Help

One of the points for using Hibernate Search is that your valued business data is stored in the database: a reliable transactional and relational store. So while Hibernate Search keeps the index in sync with the database during regular use, in several occasions you'll need to be able to rebuild the indexes from scratch:

  • Data existed before you introduced Hibernate Search
  • New features are developed, index mapping changed
  • A database backup is restored
  • Batch changes are applied on the database
  • ...you get the point, this list could be very long

Evolving, user driven

An API to perform this operations always existed in previous versions of Hibernate Search, but questions about how to make this faster weren't unusual on the forums. Keep in mind that rebuilding the whole index basically means that you have to load all indexed entities from the database to the Java world to feed Lucene with data to index. I'm a user myself and the code for the new MassIndexer API was tuned after field experience on several applications and with much involvement of the community.

QuickStart: MassIndexer API

Since version 3.0 the documentation provided a recommended re-indexing routine; this method is still available but a new API providing better performance was added in version 3.2. No configuration changes are required, just start it:

FullTextSession fullTextSession = ...
MassIndexer massIndexer = fullTextSession.createIndexer();
massIndexer.startAndWait();

The above code will block until all entities are reindexed. If you don't need to wait for it use the asynchronous method:

fullTextSession.createIndexer().start();

Selecting the entities to rebuild the index for

You don't need to rebuild the index for all indexed entities; let's say you want to re-index only the DVDs:

fullTextSession.createIndexer( Dvd.class ).startAndWait();

This will include all of Dvd's subclasses, as all Hibernate Search's APIs are polymorphic.

Index optimization and clearing

As in Lucene's world an update is implemented as remove and then add, before adding all entities to the index we need to remove them all from the index. This operation is known as purgeAll in Hibernate Search. By default the index is purged and optimized at start, and optimized again at the end; you might opt for a different strategy but keep in mind that by disabling the purge operation you could later find duplicates. The optimization after purge is applied to save some disk space, as recommended in Hibernate Search in Action.

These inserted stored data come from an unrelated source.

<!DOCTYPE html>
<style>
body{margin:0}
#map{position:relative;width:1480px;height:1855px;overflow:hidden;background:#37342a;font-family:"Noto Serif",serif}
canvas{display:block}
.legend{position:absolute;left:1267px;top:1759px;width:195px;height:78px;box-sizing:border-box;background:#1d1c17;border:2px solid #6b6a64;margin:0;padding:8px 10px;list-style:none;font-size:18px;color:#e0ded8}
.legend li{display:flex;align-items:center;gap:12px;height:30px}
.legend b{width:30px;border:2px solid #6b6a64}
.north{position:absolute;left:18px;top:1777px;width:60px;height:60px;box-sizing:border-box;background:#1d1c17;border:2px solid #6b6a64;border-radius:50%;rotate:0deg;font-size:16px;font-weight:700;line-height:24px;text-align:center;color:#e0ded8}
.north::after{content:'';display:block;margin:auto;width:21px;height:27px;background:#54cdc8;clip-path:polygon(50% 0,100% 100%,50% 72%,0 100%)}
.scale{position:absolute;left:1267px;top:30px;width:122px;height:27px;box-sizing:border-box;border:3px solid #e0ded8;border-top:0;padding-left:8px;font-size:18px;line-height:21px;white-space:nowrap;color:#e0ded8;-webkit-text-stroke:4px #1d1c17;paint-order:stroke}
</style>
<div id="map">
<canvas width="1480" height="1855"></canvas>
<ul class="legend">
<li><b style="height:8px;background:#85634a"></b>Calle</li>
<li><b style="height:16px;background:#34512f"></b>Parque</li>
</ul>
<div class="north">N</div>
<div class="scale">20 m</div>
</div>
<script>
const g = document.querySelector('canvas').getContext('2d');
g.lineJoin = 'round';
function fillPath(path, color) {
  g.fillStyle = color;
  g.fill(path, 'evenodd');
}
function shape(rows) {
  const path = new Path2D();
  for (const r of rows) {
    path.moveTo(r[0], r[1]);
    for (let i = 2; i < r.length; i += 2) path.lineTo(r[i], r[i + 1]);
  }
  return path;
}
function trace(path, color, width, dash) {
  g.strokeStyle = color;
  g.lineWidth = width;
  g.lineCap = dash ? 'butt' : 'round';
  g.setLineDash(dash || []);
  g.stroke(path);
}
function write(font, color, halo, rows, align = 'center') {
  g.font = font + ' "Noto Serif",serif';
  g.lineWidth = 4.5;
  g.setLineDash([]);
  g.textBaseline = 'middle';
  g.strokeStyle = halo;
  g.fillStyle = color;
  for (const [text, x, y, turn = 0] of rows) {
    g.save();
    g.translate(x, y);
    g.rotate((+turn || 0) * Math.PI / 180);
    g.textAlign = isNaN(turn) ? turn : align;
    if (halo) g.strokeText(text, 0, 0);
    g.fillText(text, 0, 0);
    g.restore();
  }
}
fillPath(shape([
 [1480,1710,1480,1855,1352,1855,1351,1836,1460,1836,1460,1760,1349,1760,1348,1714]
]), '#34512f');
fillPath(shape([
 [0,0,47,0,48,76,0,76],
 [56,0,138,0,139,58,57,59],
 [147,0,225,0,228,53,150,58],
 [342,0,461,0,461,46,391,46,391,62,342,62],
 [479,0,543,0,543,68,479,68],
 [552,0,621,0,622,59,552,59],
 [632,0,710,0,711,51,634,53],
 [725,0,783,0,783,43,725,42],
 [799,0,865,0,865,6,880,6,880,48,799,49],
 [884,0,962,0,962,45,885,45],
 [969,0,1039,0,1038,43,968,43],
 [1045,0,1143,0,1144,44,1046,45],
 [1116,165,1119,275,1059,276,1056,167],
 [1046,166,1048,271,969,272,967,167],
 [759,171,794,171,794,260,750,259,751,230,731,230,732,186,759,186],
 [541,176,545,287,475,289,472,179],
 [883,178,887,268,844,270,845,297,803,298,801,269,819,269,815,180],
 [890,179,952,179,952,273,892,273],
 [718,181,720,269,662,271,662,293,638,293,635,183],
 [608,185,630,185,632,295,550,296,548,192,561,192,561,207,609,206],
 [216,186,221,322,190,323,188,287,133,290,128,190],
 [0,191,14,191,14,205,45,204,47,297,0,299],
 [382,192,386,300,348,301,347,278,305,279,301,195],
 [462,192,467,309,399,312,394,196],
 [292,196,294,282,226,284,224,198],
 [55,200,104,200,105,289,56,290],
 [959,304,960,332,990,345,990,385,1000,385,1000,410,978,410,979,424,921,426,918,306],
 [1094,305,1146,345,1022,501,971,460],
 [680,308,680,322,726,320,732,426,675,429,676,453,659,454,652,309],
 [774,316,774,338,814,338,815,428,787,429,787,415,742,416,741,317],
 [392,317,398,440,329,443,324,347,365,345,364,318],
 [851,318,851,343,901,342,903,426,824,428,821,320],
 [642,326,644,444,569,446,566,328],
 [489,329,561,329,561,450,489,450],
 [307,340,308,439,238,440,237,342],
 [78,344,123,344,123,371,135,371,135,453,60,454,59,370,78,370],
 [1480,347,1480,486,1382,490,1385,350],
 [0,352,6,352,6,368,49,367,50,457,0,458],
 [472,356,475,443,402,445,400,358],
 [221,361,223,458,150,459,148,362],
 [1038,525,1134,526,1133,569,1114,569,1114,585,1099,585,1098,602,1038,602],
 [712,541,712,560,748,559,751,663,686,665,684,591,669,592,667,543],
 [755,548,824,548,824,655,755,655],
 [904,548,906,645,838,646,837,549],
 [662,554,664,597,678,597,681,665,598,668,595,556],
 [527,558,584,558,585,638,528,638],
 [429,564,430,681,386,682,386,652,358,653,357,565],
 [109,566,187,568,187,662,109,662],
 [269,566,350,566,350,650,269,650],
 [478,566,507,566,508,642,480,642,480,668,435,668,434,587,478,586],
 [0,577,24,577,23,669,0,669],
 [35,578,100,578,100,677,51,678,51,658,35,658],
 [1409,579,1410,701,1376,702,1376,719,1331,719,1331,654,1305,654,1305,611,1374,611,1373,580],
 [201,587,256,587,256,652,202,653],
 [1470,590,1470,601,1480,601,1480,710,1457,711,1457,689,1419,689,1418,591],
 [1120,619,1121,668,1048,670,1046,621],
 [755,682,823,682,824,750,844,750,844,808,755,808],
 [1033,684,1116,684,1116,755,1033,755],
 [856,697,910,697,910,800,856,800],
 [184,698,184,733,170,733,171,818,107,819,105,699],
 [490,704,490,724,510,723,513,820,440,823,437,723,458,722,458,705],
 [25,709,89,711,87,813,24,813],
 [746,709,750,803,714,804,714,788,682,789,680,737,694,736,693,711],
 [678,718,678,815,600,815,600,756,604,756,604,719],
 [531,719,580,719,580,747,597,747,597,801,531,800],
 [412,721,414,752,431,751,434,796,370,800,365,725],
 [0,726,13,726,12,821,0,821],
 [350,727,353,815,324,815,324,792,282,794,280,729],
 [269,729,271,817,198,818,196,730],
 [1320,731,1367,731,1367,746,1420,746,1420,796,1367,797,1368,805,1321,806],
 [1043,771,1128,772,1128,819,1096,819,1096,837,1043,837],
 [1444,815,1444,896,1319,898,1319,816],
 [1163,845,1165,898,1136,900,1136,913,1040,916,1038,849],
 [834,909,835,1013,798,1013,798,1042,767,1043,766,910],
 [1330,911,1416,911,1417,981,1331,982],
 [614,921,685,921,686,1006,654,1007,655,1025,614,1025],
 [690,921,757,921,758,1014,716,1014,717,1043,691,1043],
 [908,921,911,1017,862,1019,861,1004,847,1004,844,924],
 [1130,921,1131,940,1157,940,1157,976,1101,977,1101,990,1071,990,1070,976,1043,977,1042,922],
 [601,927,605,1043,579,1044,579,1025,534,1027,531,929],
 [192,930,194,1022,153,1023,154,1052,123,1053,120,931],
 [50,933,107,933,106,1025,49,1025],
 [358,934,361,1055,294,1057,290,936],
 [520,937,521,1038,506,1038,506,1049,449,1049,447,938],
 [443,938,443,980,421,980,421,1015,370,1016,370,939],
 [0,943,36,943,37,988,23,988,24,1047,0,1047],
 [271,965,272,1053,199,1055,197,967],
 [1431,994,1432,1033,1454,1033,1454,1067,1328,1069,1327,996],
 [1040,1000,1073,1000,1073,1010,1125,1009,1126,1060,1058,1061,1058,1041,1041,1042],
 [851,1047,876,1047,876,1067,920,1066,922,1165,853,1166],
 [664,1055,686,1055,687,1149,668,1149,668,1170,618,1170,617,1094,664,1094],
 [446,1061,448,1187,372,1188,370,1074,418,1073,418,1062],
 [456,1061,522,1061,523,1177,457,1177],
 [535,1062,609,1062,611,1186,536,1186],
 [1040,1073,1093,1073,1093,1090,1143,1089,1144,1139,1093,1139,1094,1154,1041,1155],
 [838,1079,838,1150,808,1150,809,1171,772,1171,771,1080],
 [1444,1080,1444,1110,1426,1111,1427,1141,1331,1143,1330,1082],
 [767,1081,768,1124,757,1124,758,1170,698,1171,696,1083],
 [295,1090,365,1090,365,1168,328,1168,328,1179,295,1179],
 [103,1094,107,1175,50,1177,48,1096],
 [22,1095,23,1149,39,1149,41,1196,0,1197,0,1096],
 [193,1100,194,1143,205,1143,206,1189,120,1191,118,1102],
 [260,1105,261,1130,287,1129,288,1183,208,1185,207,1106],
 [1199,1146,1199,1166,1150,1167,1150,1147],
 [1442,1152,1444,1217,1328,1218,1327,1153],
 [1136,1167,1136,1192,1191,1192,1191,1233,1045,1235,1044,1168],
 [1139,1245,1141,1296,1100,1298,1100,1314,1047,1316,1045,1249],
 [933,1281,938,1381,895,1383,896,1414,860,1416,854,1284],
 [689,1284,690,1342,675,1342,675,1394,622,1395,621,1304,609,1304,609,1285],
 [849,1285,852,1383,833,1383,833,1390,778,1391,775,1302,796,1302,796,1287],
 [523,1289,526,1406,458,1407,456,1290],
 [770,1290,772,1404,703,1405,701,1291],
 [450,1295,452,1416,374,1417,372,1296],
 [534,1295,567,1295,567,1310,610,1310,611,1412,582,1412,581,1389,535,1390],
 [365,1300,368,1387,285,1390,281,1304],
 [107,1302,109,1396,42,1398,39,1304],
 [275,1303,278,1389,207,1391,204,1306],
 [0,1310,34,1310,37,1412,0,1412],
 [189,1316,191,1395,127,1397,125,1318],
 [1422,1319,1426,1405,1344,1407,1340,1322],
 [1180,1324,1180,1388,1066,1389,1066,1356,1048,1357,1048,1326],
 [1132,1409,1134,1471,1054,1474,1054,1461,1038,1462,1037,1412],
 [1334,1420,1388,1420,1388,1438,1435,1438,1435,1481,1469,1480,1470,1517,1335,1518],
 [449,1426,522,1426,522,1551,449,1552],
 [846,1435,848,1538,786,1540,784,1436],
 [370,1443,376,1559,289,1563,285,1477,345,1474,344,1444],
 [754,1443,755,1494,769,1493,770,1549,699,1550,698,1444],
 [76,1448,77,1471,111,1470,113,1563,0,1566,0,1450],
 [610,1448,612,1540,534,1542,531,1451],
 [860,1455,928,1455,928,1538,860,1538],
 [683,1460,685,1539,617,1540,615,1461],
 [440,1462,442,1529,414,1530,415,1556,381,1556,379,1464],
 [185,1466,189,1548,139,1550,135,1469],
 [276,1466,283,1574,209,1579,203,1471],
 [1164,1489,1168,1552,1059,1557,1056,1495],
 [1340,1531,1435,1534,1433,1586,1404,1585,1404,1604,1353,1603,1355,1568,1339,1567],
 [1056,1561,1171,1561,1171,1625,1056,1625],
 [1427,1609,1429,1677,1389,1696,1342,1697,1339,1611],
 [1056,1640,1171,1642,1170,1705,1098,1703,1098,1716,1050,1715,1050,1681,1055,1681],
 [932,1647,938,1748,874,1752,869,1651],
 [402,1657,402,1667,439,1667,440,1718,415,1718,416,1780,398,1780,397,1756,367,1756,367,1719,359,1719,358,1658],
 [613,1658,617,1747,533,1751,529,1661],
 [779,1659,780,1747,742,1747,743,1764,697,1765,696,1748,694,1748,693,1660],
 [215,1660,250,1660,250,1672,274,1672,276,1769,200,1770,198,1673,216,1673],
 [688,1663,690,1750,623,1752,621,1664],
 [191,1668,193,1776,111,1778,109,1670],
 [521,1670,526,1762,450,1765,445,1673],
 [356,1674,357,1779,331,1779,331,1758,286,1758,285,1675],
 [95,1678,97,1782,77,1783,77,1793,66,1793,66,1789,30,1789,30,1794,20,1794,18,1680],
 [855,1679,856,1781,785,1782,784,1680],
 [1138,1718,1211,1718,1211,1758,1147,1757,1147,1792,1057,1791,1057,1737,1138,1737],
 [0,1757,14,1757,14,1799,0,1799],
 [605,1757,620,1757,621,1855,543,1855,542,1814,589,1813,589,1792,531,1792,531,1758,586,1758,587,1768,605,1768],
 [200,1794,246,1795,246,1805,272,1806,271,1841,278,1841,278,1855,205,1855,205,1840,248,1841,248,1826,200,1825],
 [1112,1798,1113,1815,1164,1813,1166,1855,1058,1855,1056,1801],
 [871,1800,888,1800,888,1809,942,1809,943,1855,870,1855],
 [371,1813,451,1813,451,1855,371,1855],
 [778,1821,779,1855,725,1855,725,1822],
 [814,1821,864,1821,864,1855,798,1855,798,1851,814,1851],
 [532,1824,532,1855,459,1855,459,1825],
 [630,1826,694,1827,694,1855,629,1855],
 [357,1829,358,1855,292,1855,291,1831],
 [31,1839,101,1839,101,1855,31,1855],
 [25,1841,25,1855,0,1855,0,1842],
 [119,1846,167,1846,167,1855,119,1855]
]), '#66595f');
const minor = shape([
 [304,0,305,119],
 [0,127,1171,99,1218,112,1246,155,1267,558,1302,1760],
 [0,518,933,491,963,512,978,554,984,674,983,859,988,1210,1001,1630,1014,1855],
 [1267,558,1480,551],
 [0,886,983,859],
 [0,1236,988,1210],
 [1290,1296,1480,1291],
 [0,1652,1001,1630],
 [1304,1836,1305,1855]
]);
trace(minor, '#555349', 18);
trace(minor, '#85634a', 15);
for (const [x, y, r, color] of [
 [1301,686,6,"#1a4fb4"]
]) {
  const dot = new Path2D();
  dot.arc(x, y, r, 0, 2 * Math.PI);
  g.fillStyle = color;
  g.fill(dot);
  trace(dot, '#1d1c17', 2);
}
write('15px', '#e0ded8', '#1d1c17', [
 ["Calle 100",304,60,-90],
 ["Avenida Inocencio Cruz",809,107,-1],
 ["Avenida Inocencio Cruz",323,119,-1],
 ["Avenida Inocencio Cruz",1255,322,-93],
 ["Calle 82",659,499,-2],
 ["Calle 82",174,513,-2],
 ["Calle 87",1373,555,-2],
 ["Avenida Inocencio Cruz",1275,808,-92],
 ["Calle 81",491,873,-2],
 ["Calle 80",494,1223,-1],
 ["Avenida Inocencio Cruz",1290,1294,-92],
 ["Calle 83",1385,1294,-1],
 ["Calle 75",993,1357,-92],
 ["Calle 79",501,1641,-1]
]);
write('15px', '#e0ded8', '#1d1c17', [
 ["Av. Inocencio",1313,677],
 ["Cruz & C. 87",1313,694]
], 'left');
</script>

fullTextSession.createIndexer()
   .purgeAllOnStart( true ) // true by default, highly recommended
   .optimizeAfterPurge( true ) // true is default, saves some disk space
   .optimizeOnFinish( true ) // true by default
   .start();

Faster, Faster!

A MassIndexer is very sensitive to tuning; some settings can make it orders of magnitude faster when tuned properly, and the good values depend on your specific mapping, environment, database, and even your content. To find out which settings you need to tune you should be aware of some implementation details.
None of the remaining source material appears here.